Problem requirements: Everything in the records below must be repeated exactly, except the pictures.

Extracted information:
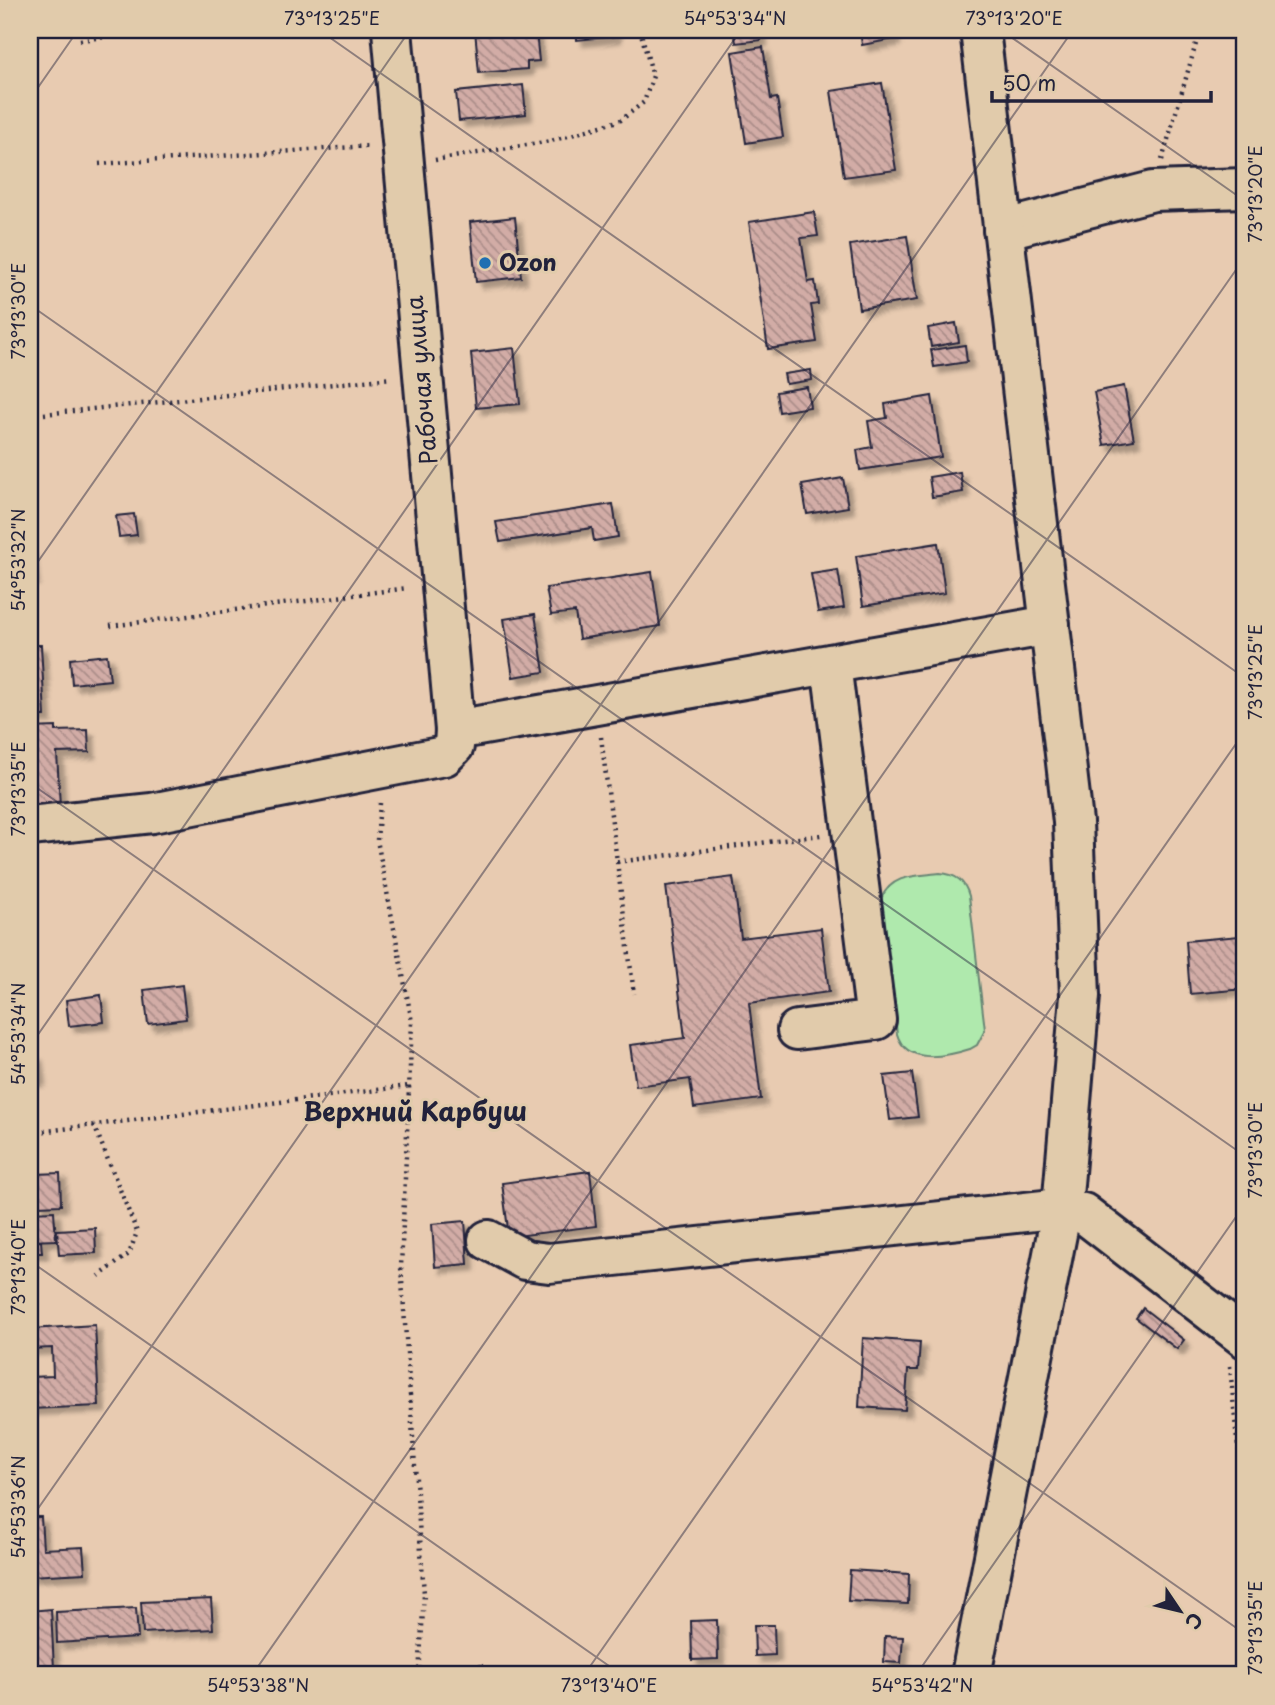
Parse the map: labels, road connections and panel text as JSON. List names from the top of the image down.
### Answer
{
  "streets": {
    "street": ["Рабочая улица"]
  },
  "districts": ["Верхний Карбуш"],
  "places": ["Ozon"],
  "scale_bar": "50 m",
  "north": "bottom right",
  "coordinates": [
    "73°13'25\"E",
    "54°53'34\"N",
    "73°13'20\"E",
    "73°13'30\"E",
    "54°53'32\"N",
    "73°13'35\"E",
    "73°13'40\"E",
    "54°53'36\"N",
    "54°53'38\"N",
    "54°53'42\"N"
  ]
}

Written answer:
Parse the map: labels, road connections and panel text as JSON. List names from the top of the image down.
### Answer
{
  "streets": {
    "street": ["Рабочая улица"]
  },
  "districts": ["Верхний Карбуш"],
  "places": ["Ozon"],
  "scale_bar": "50 m",
  "north": "bottom right",
  "coordinates": [
    "73°13'25\"E",
    "54°53'34\"N",
    "73°13'20\"E",
    "73°13'30\"E",
    "54°53'32\"N",
    "73°13'35\"E",
    "73°13'40\"E",
    "54°53'36\"N",
    "54°53'38\"N",
    "54°53'42\"N"
  ]
}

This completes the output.